Twisted pair wiring (Cat 6/6A)
Introduction
Category 6 or Cat 6 cable (ANSI/TIA/EIA-568-B.2-1) is a "Standard (technology)" cable standard for Gigabit Ethernet (and other physical layer networking protocols) that is backward compatible with Category 5/5e and Category 3 standards. Category 6 has wave characteristics and specifications to prevent crosstalk and noise. The cable standard is used for 10BASE-T, 100BASE-TX and 1000BASE-TX (Gigabit Ethernet). It reaches frequencies of up to 250 MHz in each pair and a speed of 1 Gbps. The pin connection for the RJ45 connector that in principle has better immunity to interference above 100Mbps is the T568A.[1][2][3].
Cable composition
The cable contains 4 pairs of twisted copper wire, just like previous copper cable standards. Although Category 6 is sometimes made with 23 AWG wire, this is not required; The specification ANSI/TIA-568-B.2-1 clarifies that the cable can be made between 22 and 24 AWG, as long as the cable meets all indicated control standards. When used as a patch cable, Cat-6 typically terminates in RJ-45 connectors, although some Cat-6 cables are inconvenient to terminate in such a manner without special modular parts and this practice does not comply with the standard.

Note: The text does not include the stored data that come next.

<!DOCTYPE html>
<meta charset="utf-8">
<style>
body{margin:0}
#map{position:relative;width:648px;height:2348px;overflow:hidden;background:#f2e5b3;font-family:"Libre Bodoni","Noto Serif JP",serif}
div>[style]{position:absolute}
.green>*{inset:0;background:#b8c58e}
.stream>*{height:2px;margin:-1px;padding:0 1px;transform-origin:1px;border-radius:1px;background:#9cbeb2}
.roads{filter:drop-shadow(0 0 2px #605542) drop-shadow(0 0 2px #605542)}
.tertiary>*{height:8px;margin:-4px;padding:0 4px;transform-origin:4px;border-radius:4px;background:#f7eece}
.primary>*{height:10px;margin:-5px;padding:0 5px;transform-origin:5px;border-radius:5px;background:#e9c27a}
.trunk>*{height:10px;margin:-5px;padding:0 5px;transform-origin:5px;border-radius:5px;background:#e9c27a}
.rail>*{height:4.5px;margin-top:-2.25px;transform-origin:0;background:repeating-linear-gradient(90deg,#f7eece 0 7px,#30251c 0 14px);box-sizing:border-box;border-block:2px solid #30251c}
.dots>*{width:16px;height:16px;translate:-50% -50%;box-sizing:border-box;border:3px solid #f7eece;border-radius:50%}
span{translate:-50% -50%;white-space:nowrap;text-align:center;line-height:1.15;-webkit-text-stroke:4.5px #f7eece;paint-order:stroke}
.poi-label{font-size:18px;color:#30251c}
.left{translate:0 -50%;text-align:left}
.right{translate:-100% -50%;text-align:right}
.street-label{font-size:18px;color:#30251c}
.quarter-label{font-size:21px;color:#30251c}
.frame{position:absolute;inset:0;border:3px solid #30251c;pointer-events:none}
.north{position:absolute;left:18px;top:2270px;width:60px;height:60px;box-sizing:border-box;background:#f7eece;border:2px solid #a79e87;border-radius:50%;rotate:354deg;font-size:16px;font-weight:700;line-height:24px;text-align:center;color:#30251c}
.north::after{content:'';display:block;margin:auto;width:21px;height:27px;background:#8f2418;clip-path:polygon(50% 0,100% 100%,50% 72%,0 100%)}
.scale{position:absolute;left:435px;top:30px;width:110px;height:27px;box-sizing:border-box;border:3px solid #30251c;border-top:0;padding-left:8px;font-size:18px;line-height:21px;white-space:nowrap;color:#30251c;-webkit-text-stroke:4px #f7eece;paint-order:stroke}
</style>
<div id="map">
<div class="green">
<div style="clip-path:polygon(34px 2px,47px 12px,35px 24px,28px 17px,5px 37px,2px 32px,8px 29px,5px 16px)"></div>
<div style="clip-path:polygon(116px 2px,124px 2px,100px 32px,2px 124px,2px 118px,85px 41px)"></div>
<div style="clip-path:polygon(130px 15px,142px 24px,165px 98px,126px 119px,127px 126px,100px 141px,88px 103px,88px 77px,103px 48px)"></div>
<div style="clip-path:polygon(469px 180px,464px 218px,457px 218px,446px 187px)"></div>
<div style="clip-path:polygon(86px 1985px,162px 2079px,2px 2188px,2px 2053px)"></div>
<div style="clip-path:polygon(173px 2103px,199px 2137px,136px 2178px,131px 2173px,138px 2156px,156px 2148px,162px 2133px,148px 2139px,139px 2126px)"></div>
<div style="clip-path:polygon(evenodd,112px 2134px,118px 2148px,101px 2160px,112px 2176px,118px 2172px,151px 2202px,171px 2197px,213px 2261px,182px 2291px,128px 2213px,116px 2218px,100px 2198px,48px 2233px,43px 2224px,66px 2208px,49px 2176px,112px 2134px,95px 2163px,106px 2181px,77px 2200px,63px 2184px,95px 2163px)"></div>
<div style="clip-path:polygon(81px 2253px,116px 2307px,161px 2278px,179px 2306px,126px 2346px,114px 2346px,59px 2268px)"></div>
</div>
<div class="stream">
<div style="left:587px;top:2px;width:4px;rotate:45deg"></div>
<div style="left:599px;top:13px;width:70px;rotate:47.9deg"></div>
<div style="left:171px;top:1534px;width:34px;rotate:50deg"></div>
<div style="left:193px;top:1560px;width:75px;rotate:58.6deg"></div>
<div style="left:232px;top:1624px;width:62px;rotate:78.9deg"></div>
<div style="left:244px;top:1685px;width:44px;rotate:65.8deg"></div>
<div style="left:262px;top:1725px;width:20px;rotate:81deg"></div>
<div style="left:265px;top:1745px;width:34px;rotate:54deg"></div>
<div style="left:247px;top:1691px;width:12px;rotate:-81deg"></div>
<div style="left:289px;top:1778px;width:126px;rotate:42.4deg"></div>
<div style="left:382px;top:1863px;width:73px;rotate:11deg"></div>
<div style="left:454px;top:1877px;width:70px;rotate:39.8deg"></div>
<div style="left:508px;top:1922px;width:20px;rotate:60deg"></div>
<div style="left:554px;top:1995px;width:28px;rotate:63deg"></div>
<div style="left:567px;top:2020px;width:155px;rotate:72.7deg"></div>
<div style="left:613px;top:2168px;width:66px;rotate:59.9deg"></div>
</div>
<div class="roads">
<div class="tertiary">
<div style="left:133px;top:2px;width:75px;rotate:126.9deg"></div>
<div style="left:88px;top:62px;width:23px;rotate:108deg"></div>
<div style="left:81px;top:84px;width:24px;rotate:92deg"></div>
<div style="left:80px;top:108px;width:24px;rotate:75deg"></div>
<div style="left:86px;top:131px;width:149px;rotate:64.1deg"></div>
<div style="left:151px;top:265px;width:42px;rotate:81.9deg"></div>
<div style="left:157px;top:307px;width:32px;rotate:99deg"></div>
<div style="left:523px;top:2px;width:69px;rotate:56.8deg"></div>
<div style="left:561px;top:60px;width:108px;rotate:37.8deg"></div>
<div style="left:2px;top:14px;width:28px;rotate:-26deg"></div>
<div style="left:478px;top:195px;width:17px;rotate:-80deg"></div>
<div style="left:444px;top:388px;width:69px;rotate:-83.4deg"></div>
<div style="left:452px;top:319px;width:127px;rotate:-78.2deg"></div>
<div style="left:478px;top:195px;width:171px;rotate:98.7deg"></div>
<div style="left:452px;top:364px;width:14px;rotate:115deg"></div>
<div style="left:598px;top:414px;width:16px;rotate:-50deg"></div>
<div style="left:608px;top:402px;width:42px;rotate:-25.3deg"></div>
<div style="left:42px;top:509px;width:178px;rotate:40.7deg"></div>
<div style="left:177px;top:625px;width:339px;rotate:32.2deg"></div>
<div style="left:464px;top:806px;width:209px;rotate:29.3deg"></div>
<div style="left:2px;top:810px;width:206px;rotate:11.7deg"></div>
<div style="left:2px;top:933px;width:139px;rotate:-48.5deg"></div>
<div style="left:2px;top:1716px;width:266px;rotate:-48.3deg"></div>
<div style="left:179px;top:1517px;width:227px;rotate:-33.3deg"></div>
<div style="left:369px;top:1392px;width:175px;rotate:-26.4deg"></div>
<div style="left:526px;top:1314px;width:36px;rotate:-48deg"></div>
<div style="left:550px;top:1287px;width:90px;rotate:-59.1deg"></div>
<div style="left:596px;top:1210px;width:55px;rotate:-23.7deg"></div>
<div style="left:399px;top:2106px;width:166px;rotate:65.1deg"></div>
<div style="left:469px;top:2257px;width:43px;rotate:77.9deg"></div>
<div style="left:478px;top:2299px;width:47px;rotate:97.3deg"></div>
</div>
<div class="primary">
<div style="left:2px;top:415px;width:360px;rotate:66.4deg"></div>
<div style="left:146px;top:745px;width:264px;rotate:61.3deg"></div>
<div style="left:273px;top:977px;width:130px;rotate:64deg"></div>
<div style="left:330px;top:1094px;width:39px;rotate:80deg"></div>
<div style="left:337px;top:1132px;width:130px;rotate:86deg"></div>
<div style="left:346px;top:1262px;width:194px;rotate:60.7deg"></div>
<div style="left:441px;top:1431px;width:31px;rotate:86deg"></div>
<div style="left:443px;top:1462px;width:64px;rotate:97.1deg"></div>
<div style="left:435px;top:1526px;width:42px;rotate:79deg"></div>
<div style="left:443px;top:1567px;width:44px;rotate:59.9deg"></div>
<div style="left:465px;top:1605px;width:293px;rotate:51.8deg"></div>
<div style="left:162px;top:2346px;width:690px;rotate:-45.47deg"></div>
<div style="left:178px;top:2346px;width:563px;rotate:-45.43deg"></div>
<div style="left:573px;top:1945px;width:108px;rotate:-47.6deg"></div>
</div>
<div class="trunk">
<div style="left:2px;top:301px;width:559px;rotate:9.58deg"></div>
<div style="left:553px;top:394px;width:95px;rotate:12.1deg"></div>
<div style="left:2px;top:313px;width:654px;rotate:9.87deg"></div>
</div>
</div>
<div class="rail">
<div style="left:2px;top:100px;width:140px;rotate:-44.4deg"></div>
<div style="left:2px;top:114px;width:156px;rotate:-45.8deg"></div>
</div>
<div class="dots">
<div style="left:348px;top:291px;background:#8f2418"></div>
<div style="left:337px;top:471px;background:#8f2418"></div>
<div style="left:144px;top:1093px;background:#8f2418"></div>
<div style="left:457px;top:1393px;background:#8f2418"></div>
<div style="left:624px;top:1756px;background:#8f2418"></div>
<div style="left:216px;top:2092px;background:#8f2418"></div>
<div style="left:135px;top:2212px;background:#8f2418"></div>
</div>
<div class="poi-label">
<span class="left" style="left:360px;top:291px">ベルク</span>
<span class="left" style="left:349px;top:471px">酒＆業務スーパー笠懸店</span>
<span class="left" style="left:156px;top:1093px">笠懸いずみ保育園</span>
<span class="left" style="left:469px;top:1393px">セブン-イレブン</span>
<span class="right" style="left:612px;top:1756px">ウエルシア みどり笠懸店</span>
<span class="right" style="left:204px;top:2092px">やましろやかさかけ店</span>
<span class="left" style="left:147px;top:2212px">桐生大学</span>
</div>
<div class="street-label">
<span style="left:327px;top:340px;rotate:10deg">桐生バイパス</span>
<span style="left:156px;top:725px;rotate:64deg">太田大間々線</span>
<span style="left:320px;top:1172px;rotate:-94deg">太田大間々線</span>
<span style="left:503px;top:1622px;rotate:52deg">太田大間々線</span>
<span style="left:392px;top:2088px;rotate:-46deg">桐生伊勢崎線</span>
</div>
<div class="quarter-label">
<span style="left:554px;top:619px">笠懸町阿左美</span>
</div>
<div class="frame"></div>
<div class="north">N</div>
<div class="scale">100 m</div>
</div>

If components from various cable standards are mixed together, signal performance will be limited to the category that all parts meet. Like all cables defined by TIA/EIA-568-B, the maximum for a horizontal Cat-6 cable is 90 meters. A complete channel (horizontal cable plus each end) is allowed to reach 100 meters in length.
Commercial Cat-6 UTP cables for LAN networks are electrically constructed to exceed the recommendation of the IEEE task group, which has been working since before 1997.[4].
In category 6, cabling to work in networks over 250 MHz, the proposed values that must be met are:
Note: This is from left to right, with the plastic latch tab facing away from the viewer.
Category 6A
The TIA approved a new improved performance standard specification for systems with unshielded stranded cables. and braided shielded cables (foiled). The ANSI/TIA/EIA-568-B.2-10 specification indicates cable systems called or more frequently "Category 6A", which operate at frequencies up to 500 MHz (for both unshielded cables and shielded cables) and provide transfers of up to 10 Gbit/s (10GBASE-T). The new specification mitigates the effects of crosstalk. Supports a maximum distance of 100 meters (328 feet). In shielded cable external crosstalk is virtually zero.